In-Depth
MOM is still Watching You
It takes a powerful server to watch over an entire network. Is Microsoft Operations Manager up to the task?
- By Bill Heldman
- 12/01/2001
8:05 a.m. It’s Gloria in purchasing. She can’t
log on to the network. She phrases the problem to you this way: “The Internet
must be down because I can’t sign on. It just won’t accept my password.”
8:10 a.m. You pull up your Microsoft Operations
Manager (MOM) console in order to see if any new alerts have been put
up for the network. Sure enough, after drilling into the MOM hierarchy
a bit, you find that the DHCP service is reporting that it’s out of IP
addresses.
8:15 a.m. You add IP addresses using the
DHCP admin console and ask Gloria if she’s now able to log on. She is.

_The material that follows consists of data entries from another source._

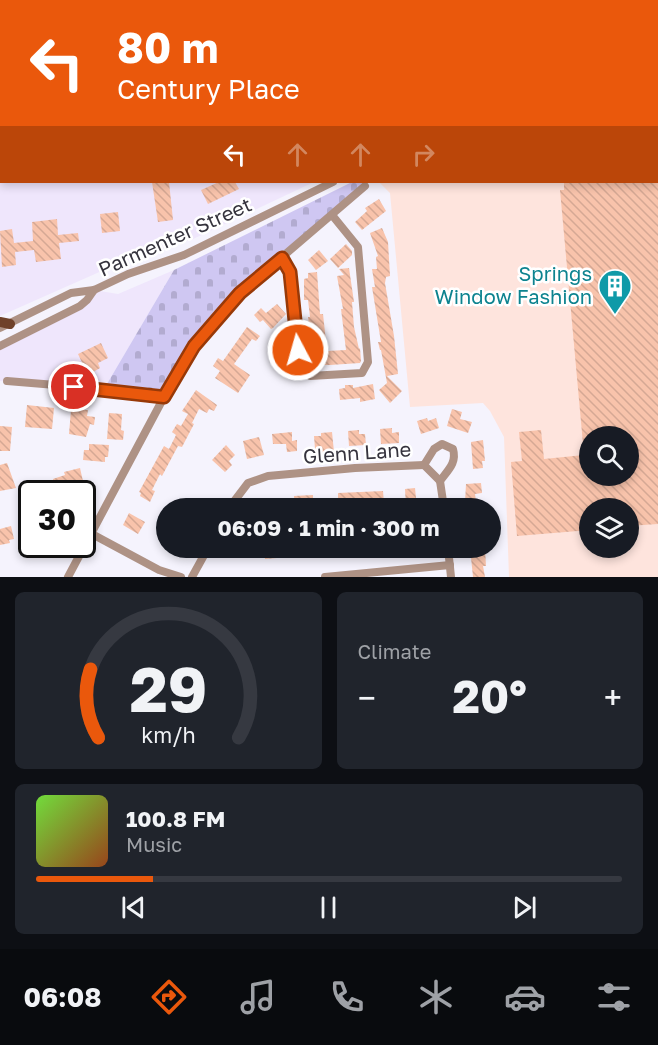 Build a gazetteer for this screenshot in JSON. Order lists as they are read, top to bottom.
{
  "streets": {
    "street": ["Parmenter Street", "Glenn Lane"]
  },
  "places": {
    "building": ["Springs Window Fashion"]
  },
  "page": {
    "turn": ["80 m", "Century Place"],
    "limit": "30",
    "trip": "06:09 · 1 min · 300 m",
    "tile": "Climate",
    "heat": ["−", "20°", "+"],
    "song": ["100.8 FM", "Music"],
    "tabs": "06:08",
    "gauge": ["29", "km/h"]
  }
}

You lean back in your Sam’s Club BackSaver chair and let out a satisfied
sigh. You’re a hero.
Well, not quite a hero. Gloria expects the network, including her logon,
the Internet, Internet e-mail and regular e-mail, and all of her applications
to be up 24/7. You’re glad MOM was there to alert you that you were out
of IP addresses. But how could you use MOM to help you proactively if
this problem crops up again—perhaps by automatically creating some new
addresses for you?
Product
Information |
Microsoft Operations Manager 2000
$850/processor for MOM; $950/processor for MOM Application
Management Pack
Microsoft Corp.
Redmond, Washington
www.microsoft.com/mom/
|
|
|
Unfortunately, you can’t do that with this first release. MOM’s current
function is event and performance monitoring, rather than proactively
handling crisis situations. MOM can collect and analyze system events,
compile them until a pre-configured threshold counter is met and then
alert you, but it can’t actively solve problems you’re having with your
network. (MOM alerts can execute scripts—but there might not be any action
that you could script to handle the case of DHCP running out of IP addresses.)
Systems Management vs. Operations Management
As network implementations grow and become more complex, a plethora of
management issues surface—things like how to make sure thousands of PCs
are all running the same version of software or how to know when a server
crashes. Today we have a very robust product, Microsoft Systems Management
Server (SMS) that allows us to solve the former problem, but the tools
we have to monitor the latter aren’t as granular as we’d like. SMS handles
change and configuration management. But what it doesn’t do—and never
has—is monitor things like non-SMS server services, printing functions,
server hardware and other key elements of your network, and then report
back to administrators via some alerting mechanism that a system is in
trouble. This latter capability is called operations management.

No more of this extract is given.